Chambers hasn’t always been in the bloom biz. After spending the first years of her career working in the fast-paced tech industry, Chambers longed to escape the corporate world and let her creative side run wild.
“I had an aching to create something,” Chambers says. “I was dying to get my hands dirty, slow down, and take a beat to appreciate, embrace and acknowledge the little moments in my own world that I had allowed to briskly pass by.”
Chambers has always loved flowers, although she previously hadn’t considered them the focus of a viable career. But when the idea of working with florals filled her dreams, she couldn’t ignore it. Without a second thought, she flew to Boston for a workshop with Michael Gaffney’s American School of Flower Design, determined to discover if she could create a business based on blooms. “I spent the next two weeks shivering in a floral wholesale market in downtown Boston, finding my soul’s happiest place,” she says. “A childlike excitement overtook me as I worked with every type of flower possible. Seeing a creation come to life, out of basically nothing, was incredibly rewarding and I became utterly addicted.”

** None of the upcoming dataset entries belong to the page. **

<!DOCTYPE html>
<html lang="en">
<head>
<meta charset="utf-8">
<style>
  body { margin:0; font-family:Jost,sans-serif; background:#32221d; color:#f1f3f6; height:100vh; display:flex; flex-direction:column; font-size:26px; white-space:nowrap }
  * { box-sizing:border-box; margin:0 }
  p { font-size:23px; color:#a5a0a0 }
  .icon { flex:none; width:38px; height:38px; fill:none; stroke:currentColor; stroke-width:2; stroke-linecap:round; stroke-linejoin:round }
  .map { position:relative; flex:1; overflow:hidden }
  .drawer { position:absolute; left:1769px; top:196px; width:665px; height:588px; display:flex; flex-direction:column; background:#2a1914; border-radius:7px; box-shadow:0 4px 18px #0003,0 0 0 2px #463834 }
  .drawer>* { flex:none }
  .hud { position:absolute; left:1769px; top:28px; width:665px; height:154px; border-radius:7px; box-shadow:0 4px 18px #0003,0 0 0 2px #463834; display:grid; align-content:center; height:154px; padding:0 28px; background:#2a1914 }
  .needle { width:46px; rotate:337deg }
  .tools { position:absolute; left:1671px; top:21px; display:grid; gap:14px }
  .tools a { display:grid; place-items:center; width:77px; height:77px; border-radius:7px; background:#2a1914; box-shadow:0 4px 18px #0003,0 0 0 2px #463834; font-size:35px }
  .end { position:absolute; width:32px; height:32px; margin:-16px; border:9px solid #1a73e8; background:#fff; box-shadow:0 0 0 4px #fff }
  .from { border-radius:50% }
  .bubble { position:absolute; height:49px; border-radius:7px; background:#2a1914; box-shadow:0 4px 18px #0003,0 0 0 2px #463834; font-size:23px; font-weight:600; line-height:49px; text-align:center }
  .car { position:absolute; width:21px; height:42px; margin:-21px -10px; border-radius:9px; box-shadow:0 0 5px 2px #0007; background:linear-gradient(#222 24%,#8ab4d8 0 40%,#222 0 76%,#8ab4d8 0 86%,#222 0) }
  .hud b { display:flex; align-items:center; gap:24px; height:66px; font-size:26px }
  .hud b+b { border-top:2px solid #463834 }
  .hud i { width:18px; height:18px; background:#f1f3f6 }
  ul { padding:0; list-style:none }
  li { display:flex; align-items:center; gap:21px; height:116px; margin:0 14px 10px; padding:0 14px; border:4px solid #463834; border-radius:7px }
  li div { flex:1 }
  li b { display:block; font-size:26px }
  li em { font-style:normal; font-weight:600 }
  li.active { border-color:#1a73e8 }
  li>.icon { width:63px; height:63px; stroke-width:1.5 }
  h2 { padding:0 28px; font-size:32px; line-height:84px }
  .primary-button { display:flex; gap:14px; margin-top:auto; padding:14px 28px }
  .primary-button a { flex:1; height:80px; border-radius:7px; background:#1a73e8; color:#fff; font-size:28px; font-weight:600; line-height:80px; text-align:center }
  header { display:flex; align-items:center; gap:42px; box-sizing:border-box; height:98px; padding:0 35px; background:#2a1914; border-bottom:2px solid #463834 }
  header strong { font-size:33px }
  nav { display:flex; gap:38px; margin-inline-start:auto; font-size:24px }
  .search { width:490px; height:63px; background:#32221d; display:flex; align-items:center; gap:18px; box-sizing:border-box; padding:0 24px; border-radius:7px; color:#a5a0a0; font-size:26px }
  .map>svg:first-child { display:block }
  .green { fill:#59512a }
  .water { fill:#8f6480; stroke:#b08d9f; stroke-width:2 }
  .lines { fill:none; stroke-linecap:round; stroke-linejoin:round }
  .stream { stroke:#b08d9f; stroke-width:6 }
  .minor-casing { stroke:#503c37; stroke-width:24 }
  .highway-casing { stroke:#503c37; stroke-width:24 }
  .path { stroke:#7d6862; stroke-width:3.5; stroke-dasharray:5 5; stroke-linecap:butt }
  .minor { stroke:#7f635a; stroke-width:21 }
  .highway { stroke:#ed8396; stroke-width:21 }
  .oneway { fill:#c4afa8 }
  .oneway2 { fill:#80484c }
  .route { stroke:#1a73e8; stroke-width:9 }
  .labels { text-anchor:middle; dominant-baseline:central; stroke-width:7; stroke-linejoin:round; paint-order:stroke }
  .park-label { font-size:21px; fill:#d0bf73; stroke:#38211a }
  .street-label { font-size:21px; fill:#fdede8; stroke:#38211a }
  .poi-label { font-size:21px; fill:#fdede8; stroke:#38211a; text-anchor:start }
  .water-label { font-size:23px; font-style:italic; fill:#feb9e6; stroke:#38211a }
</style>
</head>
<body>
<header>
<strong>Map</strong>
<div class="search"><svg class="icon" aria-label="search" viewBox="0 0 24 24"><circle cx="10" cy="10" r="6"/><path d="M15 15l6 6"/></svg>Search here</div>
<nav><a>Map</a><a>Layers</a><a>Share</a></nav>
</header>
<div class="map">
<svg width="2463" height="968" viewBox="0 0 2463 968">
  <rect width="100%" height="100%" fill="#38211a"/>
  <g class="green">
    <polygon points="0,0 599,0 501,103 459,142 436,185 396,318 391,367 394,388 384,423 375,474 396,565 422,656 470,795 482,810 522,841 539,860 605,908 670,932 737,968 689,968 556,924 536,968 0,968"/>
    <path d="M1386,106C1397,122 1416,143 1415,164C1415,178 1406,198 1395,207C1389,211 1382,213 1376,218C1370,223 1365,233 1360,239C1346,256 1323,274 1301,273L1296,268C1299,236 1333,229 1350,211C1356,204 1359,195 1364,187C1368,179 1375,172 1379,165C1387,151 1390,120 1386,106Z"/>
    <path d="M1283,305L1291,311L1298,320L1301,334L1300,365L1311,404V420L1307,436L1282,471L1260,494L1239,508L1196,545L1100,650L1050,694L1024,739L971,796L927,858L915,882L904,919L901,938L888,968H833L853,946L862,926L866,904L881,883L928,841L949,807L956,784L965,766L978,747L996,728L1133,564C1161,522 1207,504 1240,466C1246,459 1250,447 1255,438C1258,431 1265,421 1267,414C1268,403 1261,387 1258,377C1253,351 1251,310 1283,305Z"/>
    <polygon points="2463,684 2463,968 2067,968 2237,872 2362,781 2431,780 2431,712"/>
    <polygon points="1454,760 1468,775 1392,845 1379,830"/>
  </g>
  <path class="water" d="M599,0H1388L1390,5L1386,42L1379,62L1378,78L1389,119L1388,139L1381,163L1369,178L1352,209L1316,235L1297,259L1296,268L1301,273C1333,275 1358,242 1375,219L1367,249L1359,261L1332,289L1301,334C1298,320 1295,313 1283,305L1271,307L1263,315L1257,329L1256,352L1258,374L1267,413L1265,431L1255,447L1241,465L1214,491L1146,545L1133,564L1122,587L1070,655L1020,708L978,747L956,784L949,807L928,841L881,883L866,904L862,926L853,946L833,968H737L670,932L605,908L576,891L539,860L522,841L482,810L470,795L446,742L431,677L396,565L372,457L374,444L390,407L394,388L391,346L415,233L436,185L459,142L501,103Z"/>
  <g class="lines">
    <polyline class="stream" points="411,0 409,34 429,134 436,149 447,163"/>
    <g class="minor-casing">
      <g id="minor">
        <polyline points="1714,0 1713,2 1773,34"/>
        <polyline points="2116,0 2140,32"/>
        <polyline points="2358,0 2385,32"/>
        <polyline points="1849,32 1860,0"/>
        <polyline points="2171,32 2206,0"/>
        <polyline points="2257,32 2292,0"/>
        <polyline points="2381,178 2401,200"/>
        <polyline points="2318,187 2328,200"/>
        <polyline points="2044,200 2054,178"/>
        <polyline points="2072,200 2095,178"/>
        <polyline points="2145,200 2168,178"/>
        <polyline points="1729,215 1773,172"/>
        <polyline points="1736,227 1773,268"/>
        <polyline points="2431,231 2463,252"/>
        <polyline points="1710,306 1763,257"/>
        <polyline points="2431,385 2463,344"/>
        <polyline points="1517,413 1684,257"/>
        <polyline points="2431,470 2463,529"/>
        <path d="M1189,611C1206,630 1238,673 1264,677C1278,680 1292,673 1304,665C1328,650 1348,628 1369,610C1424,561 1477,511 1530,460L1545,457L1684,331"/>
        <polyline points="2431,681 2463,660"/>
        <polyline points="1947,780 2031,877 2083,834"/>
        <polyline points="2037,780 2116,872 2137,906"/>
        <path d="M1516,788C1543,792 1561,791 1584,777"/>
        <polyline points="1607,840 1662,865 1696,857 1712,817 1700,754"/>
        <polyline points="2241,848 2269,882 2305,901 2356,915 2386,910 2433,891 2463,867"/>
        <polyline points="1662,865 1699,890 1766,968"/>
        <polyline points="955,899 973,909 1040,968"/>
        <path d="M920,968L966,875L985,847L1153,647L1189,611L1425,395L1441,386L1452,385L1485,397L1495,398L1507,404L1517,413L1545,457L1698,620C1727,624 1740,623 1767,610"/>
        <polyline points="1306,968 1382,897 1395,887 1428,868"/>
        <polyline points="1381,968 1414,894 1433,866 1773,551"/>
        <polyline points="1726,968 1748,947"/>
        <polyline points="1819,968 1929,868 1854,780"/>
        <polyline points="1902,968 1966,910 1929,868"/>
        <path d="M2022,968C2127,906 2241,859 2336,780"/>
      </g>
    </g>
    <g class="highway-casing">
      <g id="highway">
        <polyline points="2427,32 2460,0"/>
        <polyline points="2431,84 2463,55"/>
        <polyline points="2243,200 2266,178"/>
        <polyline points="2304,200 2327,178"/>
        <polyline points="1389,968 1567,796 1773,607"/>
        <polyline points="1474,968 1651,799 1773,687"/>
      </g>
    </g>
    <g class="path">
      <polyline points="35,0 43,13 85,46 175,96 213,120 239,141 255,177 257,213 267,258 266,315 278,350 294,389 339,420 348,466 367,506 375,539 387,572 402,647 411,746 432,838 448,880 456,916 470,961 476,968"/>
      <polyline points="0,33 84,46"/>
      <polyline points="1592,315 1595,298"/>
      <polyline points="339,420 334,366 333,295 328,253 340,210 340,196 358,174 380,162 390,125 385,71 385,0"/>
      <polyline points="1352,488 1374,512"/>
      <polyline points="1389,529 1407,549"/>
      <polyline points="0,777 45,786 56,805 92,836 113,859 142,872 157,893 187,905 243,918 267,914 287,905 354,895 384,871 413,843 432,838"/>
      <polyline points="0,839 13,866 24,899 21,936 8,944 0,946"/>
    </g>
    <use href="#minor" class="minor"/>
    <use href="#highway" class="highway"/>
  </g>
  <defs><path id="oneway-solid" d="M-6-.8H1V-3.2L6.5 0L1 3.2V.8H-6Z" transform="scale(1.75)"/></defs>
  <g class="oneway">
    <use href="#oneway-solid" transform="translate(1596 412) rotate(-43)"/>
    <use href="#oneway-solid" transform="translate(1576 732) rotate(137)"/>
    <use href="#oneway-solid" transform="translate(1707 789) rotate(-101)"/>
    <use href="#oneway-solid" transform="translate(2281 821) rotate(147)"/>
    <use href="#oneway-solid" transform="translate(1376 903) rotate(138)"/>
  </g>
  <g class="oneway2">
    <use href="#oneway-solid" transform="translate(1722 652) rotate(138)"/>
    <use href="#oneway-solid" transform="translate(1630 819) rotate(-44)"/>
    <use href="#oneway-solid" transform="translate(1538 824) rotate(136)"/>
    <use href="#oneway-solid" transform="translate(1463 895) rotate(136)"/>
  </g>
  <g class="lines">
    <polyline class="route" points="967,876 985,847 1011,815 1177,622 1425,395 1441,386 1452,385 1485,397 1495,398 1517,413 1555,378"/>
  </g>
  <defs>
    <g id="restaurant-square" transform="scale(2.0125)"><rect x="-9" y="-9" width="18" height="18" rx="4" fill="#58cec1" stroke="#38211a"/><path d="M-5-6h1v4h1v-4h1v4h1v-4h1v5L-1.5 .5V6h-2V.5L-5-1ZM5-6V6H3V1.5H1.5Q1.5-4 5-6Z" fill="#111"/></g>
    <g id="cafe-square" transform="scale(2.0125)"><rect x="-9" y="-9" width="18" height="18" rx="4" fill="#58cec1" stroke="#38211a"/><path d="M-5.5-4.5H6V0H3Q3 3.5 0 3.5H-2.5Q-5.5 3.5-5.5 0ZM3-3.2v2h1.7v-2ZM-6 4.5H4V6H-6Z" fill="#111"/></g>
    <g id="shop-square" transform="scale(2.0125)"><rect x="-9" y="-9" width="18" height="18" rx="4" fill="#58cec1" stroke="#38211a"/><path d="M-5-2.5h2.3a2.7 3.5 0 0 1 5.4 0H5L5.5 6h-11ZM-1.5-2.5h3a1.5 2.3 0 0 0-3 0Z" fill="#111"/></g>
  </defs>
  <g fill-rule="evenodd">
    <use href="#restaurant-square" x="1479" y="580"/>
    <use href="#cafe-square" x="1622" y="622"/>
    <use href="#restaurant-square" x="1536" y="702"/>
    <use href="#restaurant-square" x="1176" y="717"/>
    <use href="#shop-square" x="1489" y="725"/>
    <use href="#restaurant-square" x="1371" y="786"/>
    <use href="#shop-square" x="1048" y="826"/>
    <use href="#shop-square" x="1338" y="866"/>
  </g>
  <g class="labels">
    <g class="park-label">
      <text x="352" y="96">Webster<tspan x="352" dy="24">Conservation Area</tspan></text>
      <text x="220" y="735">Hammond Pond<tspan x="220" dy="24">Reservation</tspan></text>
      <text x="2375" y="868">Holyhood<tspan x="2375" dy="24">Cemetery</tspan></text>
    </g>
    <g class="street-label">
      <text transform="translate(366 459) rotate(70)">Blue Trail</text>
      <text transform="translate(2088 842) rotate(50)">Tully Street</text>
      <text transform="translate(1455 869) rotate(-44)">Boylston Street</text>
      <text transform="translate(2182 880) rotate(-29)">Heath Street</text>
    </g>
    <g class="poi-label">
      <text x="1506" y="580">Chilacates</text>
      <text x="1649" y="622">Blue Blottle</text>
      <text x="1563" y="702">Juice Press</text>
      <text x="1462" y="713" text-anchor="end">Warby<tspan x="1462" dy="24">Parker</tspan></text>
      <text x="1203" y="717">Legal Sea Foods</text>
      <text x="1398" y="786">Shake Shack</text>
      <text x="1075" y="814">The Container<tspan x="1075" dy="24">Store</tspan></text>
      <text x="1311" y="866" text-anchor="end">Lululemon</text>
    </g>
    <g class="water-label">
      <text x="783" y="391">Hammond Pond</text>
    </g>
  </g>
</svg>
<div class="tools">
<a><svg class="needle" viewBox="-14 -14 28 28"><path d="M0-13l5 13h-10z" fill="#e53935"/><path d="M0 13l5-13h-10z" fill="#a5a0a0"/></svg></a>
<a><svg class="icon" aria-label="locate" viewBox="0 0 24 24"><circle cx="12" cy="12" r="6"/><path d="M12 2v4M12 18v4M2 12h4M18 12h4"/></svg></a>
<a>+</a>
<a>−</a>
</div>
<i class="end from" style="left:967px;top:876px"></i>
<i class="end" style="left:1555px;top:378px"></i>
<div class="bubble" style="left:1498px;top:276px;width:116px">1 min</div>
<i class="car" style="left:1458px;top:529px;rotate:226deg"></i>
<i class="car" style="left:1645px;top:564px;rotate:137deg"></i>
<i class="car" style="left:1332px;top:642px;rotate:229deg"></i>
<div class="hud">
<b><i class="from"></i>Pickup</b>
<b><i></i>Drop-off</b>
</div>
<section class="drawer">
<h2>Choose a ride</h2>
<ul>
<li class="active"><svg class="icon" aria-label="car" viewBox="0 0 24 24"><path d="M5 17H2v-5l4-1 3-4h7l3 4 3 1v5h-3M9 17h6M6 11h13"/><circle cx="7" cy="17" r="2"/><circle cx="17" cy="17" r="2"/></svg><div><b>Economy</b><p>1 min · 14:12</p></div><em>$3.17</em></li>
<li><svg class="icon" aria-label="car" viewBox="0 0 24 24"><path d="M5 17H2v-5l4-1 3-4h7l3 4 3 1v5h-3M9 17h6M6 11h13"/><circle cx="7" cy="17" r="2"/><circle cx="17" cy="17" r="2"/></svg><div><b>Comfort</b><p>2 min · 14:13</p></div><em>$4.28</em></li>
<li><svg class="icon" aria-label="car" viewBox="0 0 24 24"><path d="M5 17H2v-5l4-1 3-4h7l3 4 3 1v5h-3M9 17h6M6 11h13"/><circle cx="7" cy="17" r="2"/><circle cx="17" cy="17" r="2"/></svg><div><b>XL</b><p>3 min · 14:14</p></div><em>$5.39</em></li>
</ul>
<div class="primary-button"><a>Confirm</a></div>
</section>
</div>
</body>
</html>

In the workshop, she discovered that she had an eye for design. She also learned that she needed to develop a lot of skills to become an arrangement pro. “I was intrigued by the science of floral design and why certain shapes, colors and textures were pleasing to the eye, while others were not,” Chambers says.
After her design awakening, when her floral fate was “signed, sealed and gorgeously delivered” as she says, Chambers was faced with a new challenge: Utah’s flower market. “Due to Utah’s location and our amazing range of seasons, we don’t have easy access to street-corner flowers 365 days a year like New York City does or the vast public floral markets like those in San Francisco,” Chambers says. “I was determined to give Utah a way to snag fresh blooms in daily doses. I wanted to create an opportunity for others to bring their own ideas to life by being able to handpick stems.”
And so “Ollie,” Chamber’s iconic flower truck, was born. While hunting for the vehicle, Chambers discovered a new passion as she joined the world of Volkswagen buffs. “When people say they love VW, it’s a deep love,” she explains. Chambers chose a rusty 1958 VW pickup and, with the help of Greg Hale—a California-based fanatic who she dubbed her “knight in shining VW armor,” she turned the old vehicle into the charming shop-on-wheels she loads with flowers today. “I love the truck because it’s a brand icon for me, but it’s also a novelty that people fall in love with once they experience it.”
The truck also provides the kind of mobility and accessibility that Chambers desired when she started her floral business. And boy, does it deliver. These days, you can find Chambers and Ollie stopping for scheduled floral classes or parked around town with buckets of fresh flowers ready for the picking.